╭─ Records for the exercise

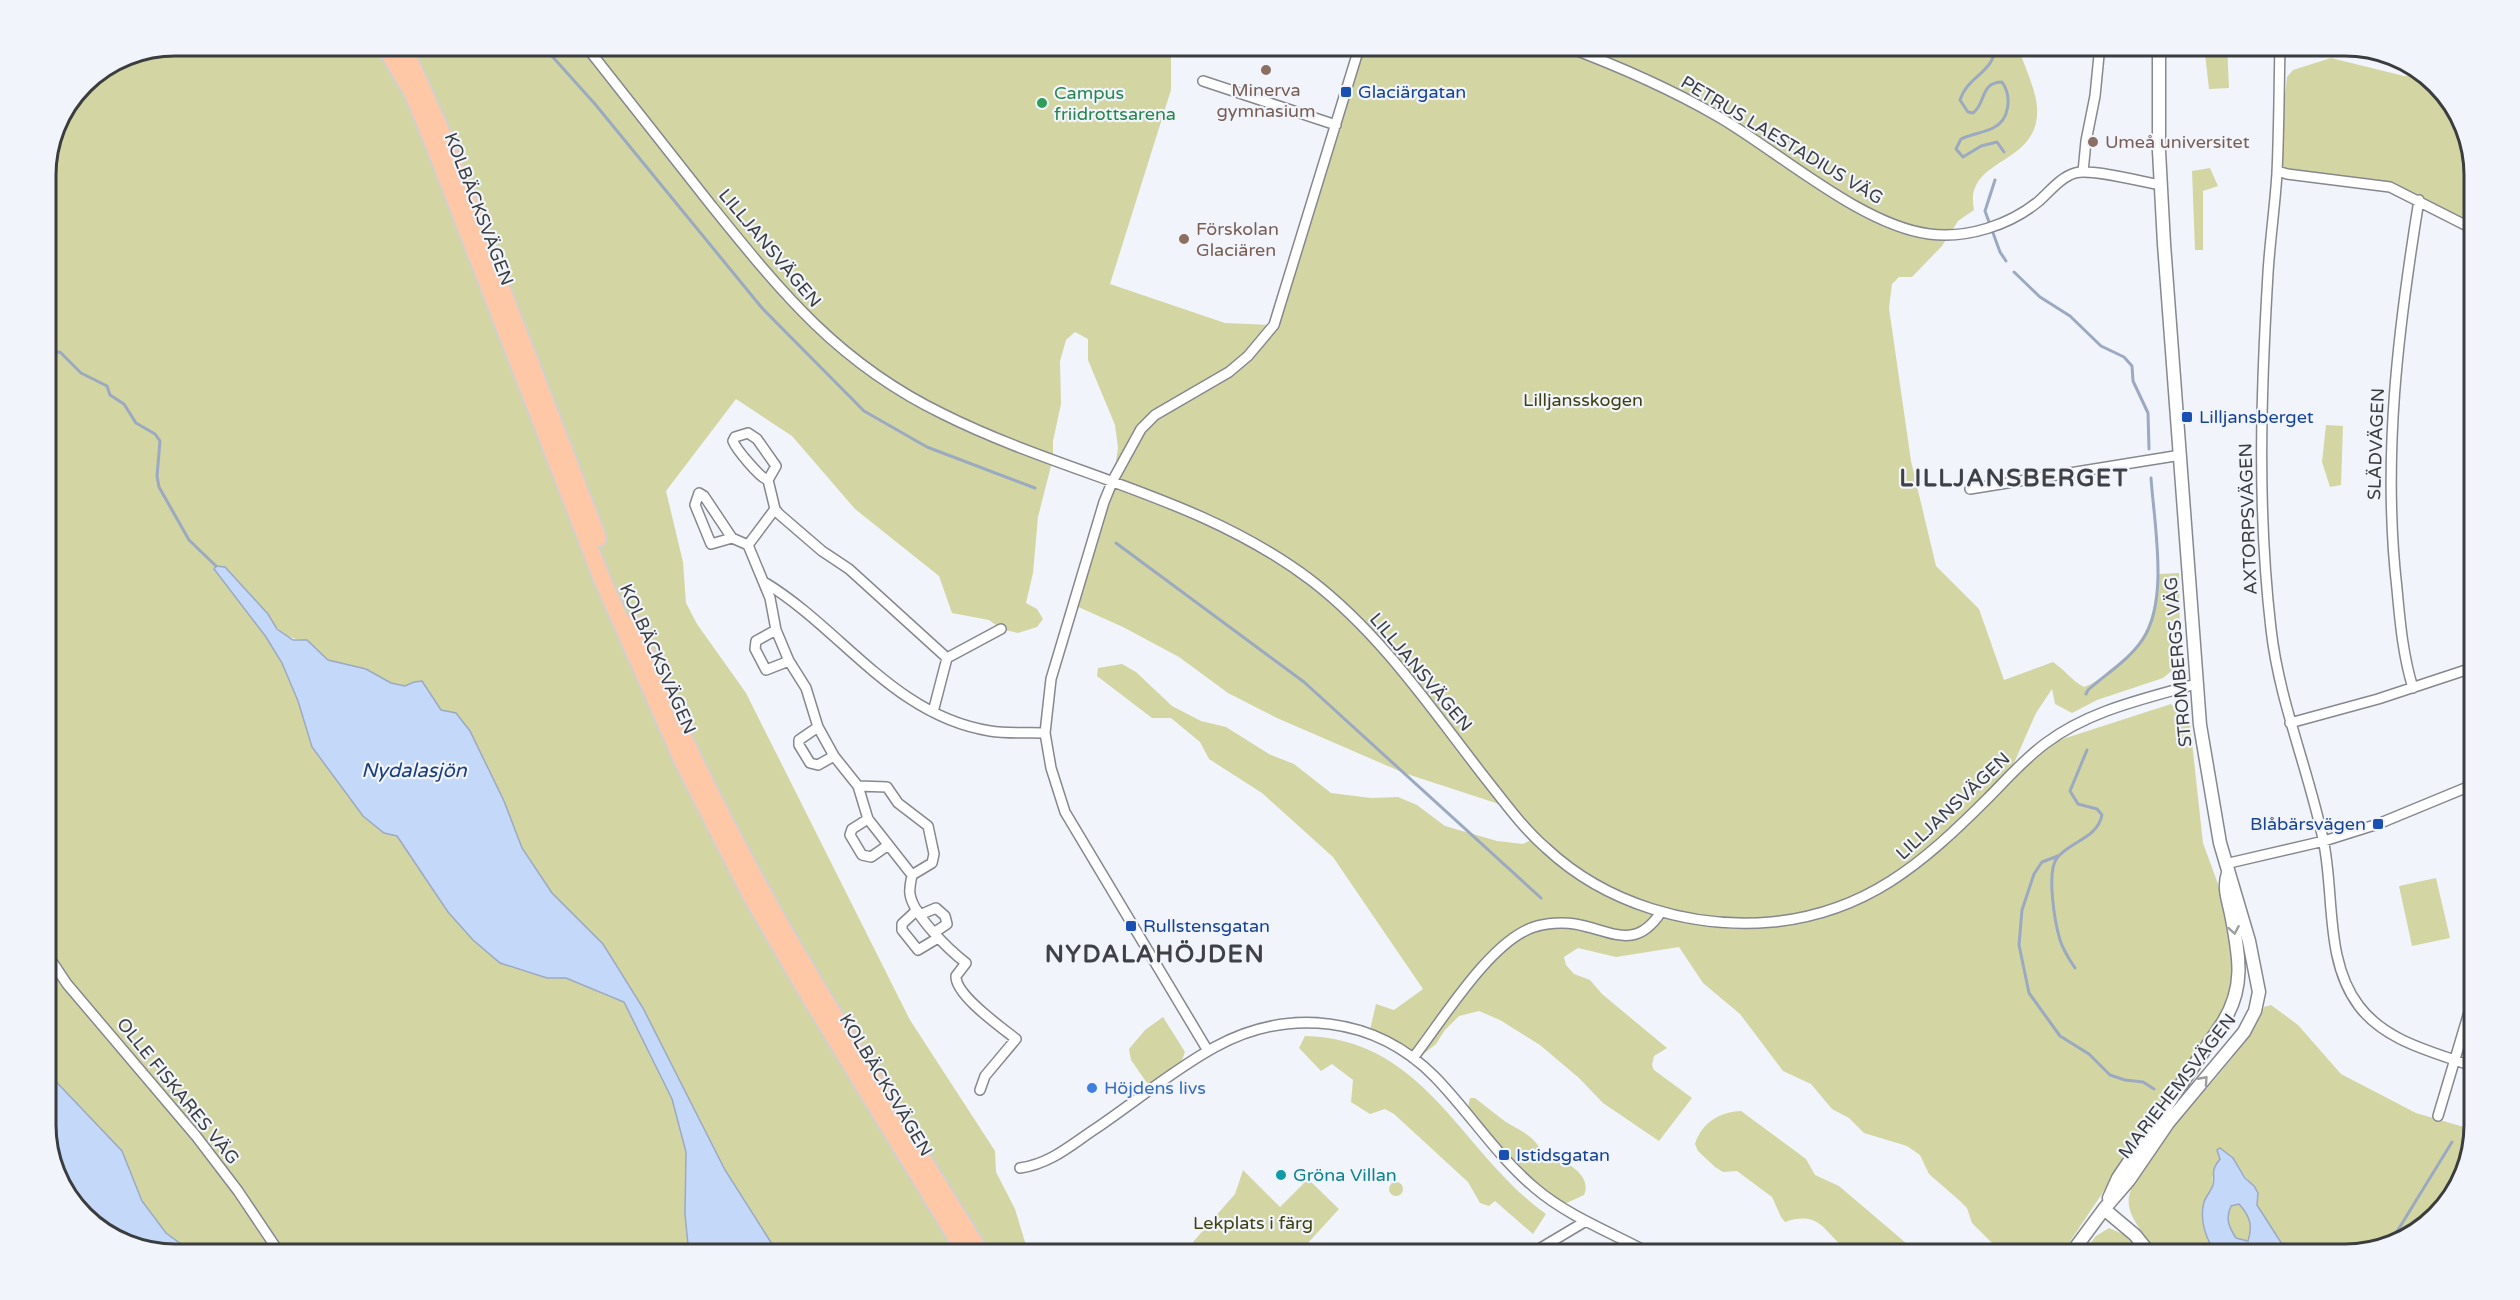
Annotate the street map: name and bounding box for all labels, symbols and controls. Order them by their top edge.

╰─
╭─ Records for the exercise

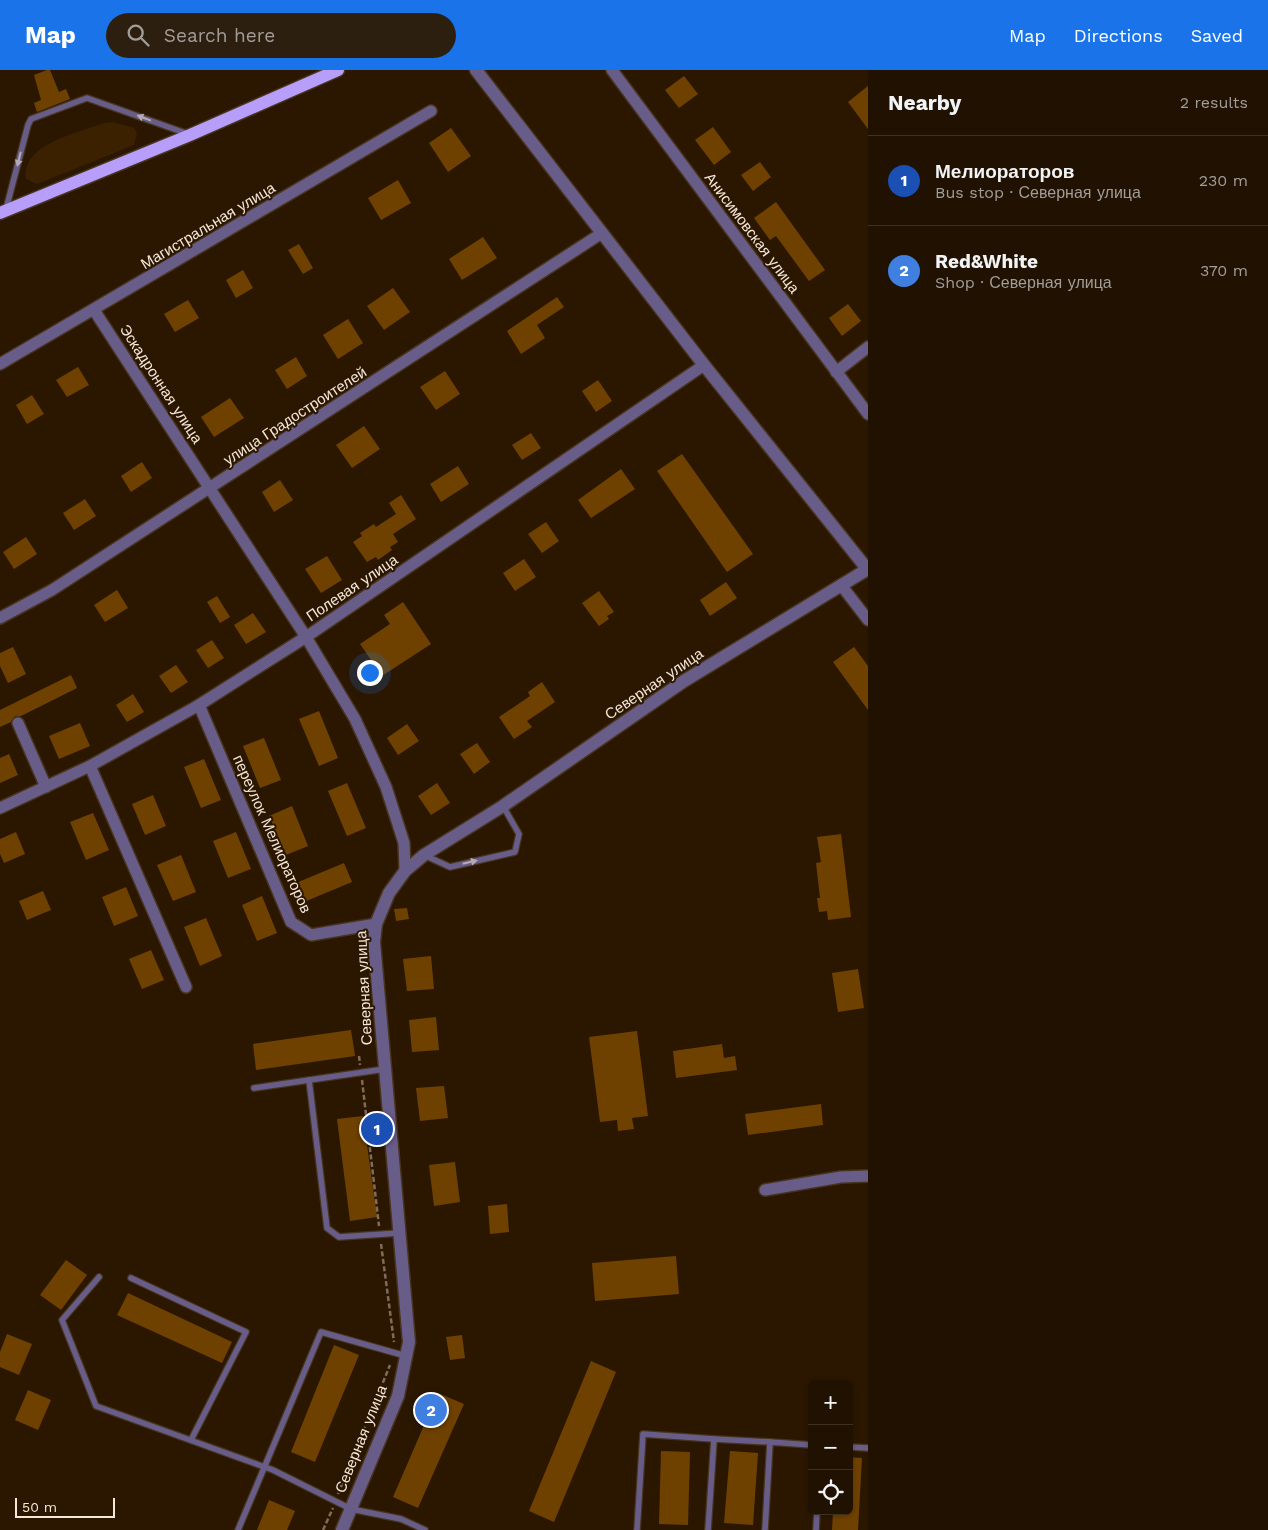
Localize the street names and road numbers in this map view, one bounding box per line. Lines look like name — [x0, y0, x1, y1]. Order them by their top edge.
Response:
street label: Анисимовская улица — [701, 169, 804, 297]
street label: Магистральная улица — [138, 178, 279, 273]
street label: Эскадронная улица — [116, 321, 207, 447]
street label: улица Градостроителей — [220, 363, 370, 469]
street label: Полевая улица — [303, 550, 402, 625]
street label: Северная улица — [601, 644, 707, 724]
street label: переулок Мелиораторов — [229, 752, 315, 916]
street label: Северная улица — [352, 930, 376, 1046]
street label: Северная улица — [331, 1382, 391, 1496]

╰─

Your task:
Scan the material above for the string "edge", returning each line that contains it.

Answer for this exercise:
Annotate the street map: name and bounding box for all labels, symbols and controls. Order them by their top edge.
Localize the street names and road numbers in this map view, one bounding box per line. Lines look like name — [x0, y0, x1, y1]. Order them by their top edge.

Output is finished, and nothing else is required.